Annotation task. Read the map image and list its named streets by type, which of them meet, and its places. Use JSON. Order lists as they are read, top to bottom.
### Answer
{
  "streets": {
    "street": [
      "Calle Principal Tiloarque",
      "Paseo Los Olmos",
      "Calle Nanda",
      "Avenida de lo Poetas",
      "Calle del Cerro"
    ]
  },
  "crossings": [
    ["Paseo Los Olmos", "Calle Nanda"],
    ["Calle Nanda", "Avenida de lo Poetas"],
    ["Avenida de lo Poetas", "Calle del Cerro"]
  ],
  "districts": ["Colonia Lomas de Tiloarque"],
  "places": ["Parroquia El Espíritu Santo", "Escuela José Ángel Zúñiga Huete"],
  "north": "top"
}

==================================================

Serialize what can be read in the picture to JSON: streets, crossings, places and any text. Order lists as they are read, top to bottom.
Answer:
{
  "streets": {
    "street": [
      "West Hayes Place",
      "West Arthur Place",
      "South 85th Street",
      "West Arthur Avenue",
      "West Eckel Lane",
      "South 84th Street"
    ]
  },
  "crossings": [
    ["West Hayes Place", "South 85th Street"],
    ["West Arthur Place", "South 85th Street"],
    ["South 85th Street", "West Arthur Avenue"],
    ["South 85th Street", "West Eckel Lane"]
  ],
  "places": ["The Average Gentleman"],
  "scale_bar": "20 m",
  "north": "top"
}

==================================================

Please state how many lines of the records hold the word "JSON", and write nothing but that number.

2